Anthropic had a week that reads like a venture capitalist’s fever dream. On May 28, it shipped Claude Opus 4.8, a model that lifts agentic coding scores from 64.3% to 69.2% and introduces “dynamic workflows” in Claude Code for tackling problems too large to fit in a single context window. The new model is also, according to Anthropic, more honest about uncertainty—more willing to flag that it’s stuck, less likely to bluff forward. That quiet feature may matter more than the benchmark bump for anyone running long-horizon autonomous tasks.

Ten days earlier, the company announced it had acquired Stainless for more than $300 million. Stainless, a New York startup founded by former Stripe engineer Alex Rattray, automates the creation and maintenance of software development kits—the libraries every developer uses to interact with an API. Its clients included OpenAI and Google. With the acquisition, Anthropic pulled a piece of shared developer infrastructure out of the commons and into its own house, then shut down the hosted product. OpenAI and Google now have to rebuild or migrate. That’s not an accident; it’s a structural move.

Sitting under both stories: Anthropic closed a $30 billion growth round at a valuation above $900 billion—its second $30 billion raise this calendar year. Annualized revenue went from $14 billion in February to $30 billion in April. Whatever Anthropic is selling, enterprises are buying it fast enough to double the run rate in ten weeks.

The acquisition wave

Anthropic wasn’t alone in going shopping. In a five-day span in late May, four frontier labs each absorbed a startup: Mistral bought Vienna’s Emmi AI (physics-aware models for industrial engineering—airflow, heat transfer, material stress); Google DeepMind structured an $80–90 million licensing deal to absorb the entire Contextual AI team, using a structure explicitly designed to avoid antitrust classification as a merger; and Meta acqui-hired the team from Dreamer.
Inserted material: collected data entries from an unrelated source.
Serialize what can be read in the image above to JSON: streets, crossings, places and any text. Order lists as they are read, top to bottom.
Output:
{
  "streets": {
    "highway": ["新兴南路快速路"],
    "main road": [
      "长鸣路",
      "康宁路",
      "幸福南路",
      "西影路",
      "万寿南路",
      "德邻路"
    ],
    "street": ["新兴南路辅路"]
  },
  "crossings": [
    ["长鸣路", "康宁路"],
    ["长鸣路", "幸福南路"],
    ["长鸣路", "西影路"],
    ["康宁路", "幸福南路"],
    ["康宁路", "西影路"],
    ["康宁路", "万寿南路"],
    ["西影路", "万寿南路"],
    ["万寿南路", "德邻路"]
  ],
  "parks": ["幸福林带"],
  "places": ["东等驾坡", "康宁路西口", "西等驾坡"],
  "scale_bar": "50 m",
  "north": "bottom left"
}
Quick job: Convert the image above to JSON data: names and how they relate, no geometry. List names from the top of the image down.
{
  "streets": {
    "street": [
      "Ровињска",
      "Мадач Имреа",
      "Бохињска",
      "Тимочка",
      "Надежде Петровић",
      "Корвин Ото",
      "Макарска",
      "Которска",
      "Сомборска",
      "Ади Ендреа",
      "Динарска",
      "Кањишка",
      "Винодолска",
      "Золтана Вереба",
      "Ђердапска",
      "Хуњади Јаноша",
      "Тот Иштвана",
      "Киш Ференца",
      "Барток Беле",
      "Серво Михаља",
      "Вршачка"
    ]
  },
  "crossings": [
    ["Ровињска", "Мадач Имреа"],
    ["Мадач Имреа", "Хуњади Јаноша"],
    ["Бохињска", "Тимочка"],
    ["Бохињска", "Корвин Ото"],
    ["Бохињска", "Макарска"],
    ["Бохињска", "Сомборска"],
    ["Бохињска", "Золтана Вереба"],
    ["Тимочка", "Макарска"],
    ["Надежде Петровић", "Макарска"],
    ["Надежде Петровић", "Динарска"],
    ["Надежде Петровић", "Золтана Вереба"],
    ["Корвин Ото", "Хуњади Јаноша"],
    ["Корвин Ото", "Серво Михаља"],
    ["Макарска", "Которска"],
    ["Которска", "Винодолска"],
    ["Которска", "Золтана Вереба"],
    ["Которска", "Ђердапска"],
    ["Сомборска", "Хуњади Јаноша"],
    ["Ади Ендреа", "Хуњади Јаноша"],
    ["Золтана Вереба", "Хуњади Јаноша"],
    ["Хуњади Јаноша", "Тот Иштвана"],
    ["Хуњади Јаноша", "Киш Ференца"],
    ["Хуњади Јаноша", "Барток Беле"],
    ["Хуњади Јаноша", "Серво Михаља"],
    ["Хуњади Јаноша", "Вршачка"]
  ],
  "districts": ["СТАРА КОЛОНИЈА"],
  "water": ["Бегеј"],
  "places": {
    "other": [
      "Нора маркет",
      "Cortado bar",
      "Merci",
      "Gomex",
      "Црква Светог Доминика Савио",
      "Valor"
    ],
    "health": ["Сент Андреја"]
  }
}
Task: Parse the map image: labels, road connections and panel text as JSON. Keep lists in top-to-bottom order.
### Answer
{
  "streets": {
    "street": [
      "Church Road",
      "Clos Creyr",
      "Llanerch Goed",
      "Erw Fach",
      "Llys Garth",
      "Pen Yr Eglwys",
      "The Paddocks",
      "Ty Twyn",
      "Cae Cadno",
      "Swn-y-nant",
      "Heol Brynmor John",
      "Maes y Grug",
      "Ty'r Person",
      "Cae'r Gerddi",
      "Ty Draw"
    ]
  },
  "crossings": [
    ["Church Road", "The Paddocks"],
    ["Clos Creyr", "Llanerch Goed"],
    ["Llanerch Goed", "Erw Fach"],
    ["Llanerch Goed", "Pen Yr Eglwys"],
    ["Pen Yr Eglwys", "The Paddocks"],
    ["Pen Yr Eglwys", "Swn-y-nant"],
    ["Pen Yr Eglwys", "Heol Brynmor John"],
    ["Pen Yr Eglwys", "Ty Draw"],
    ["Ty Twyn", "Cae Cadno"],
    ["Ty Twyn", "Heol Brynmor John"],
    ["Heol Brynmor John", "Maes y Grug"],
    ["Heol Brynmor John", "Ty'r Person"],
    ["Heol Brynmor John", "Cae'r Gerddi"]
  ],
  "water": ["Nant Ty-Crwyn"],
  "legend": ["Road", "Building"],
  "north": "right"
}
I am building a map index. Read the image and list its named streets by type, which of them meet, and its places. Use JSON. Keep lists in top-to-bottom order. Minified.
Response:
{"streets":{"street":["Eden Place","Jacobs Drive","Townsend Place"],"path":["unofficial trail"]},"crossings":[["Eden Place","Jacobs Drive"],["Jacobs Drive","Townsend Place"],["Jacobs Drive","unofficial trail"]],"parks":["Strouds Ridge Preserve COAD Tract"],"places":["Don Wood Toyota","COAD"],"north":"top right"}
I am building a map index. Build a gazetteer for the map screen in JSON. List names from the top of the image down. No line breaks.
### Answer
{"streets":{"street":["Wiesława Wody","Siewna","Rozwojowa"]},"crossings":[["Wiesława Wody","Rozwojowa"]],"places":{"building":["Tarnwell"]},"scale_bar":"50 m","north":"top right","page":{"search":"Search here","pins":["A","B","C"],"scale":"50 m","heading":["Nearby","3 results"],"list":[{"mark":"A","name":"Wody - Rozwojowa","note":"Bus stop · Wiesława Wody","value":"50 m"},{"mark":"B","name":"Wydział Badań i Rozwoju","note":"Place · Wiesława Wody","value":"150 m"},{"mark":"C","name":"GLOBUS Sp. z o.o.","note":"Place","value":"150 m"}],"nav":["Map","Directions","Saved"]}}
The pattern is legible. The frontier model race is expensive enough that competing on raw capability alone is unsustainable. What labs can do instead is lock up the specific researchers, tools, and domain knowledge that sit between the model layer and the end customer. Stainless sat between Anthropic’s API and every developer who called it. Emmi sits between physics simulation and industrial customers who can’t use a generic transformer for aerodynamics. Contextual AI sits between RAG pipelines and enterprise search. None of these is a bet on one capability; each is a bet on defensibility.

The search revolt

Google’s I/O 2026 conference on May 19 was a show of force: Gemini 3.5 Flash, managed agents in the API, a new omni model, and the most significant overhaul of Google Search in more than 25 years—replacing blue links with AI agents as the default experience.

The response from part of the internet was immediate. DuckDuckGo reported U.S. iOS app installs averaging 33% week-over-week growth the week after I/O, peaking at nearly 70% on a single day. Its AI-free search page, noai.duckduckgo.com, averaged 22.7% weekly growth. Not everyone wants an AI mediating their search results.

This is underrated. Google has spent enormous capital assuming that more AI in search is self-evidently better. The DuckDuckGo data suggests the assumption doesn’t universally hold—when AI is optional and useful, users love it; when it’s mandatory and in the way, some proportion will route around it.

The consolidation push and the search revolt are both, at root, about the same question: who controls the interface between human intent and machine capability. Labs are buying that interface wholesale; some users are walking away from it entirely.